Need ideas for your long weekend road trip getaway? In this blog post, you’ll find five action-packed three-day Idaho road trip itineraries.

Northern Idaho

Day 1: Start at Priest Lake and paddle up the 2.5-mile no-wake, crystal clear channel called the Thorofare. Pack your camping gear for a night under the stars at Upper Priest Lake, or head to Barrel 57 for dinner around an outdoor fire pit.

Day 2: Your next stop is Schweitzer Mountain Resort, where you’ll find 4,000 vertical feet of lift-assisted singletrack. Schweitzer also offers e-bike tours, huckleberry picking, hiking and more.
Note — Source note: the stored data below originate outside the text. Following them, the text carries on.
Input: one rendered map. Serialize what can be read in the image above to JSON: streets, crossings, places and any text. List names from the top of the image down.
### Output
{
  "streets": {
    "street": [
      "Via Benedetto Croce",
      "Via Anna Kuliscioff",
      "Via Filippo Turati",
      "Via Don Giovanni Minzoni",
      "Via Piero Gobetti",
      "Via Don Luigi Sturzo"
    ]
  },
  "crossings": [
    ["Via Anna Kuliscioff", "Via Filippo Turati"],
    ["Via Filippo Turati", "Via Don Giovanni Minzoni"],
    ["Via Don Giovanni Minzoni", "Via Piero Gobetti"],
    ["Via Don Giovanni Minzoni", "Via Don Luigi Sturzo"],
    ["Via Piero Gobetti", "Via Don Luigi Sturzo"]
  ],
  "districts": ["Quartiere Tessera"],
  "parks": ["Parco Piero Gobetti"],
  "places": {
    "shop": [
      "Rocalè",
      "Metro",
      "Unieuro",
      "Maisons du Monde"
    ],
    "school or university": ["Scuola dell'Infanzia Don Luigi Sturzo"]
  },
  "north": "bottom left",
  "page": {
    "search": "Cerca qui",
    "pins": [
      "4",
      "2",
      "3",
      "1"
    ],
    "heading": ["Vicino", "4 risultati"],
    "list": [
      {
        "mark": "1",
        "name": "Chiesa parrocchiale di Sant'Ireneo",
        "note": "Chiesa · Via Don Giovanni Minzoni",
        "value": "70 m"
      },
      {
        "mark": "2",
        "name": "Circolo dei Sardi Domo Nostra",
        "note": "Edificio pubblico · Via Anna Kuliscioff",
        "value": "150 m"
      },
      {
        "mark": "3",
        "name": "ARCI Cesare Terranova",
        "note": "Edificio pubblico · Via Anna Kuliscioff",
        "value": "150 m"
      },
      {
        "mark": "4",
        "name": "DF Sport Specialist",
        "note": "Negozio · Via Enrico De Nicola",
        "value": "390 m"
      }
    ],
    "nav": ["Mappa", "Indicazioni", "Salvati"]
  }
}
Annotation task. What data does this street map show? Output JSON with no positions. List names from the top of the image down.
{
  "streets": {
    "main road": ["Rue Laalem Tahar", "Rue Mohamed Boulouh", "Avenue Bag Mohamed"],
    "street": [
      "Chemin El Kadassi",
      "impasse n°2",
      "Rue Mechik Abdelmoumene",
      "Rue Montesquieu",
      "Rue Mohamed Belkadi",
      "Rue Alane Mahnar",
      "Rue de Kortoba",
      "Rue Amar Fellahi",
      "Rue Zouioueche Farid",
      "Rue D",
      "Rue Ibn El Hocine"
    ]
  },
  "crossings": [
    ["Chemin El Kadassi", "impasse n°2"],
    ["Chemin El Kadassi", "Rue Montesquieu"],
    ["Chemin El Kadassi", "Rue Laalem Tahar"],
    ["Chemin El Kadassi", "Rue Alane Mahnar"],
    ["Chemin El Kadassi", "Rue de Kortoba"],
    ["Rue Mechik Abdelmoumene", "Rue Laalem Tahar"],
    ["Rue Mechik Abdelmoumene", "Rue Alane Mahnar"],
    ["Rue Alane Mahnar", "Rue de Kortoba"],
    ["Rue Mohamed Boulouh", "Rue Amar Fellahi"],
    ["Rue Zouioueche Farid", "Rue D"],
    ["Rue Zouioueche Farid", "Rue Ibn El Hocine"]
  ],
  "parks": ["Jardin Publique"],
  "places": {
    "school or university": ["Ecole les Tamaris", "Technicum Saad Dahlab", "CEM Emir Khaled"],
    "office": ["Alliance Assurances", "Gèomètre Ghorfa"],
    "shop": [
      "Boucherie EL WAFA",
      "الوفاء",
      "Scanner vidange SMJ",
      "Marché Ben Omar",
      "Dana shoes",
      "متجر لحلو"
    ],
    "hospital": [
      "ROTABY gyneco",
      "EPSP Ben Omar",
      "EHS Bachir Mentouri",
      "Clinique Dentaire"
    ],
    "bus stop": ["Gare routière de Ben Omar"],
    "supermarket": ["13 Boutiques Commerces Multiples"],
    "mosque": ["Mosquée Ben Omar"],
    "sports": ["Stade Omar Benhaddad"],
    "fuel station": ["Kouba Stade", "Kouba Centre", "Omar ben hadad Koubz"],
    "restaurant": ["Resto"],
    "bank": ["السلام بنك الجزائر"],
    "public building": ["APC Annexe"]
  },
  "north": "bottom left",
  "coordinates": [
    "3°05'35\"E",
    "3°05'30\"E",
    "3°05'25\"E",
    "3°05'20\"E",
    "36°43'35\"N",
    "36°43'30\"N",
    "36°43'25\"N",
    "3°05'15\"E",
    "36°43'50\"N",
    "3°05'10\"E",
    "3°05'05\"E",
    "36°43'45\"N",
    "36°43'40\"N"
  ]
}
Day 3: Bike the Route of the Hiawatha. This 15-mile long scenic rail trail is a family-friendly adventure where you’ll cruise through 10 tunnels and across 7 train trestles. Afterwards, grab a beer at Wallace Brewing Co or explore the backroads and set up camp.

cyclist on mountain trail
Biking the Route of the Hiawatha in late September. Photo credit: Kristen Bor.

Sun Valley / Stanley

Day 1: Start in Sun Valley, where you’ll find great fly-fishing, biking, and hiking trails. Some favorites include Proctor Mountain and Pioneer Cabin, or you can venture up Trail Creek for some gorgeous scenery and fun off-road driving. For lodging, the dog-friendly Limelight Hotel or Hotel Ketchum are in the middle of town, or there’s dispersed camping nearby.

mountain cabin and hiker on trail
Reaching the Pioneer Cabin after a 2,570-foot climb. Photo credit: Kristen Bor.

Day 2: Soak up your first views of the Sawtooths as you approach Stanley. Pick a trail and lace up those boots because the views and alpine lakes hidden in these jagged mountains can’t be beat. For accommodations, a stay at Mountain Village Resort gets you access to their private hot spring, or there are a ton of camping options outside town.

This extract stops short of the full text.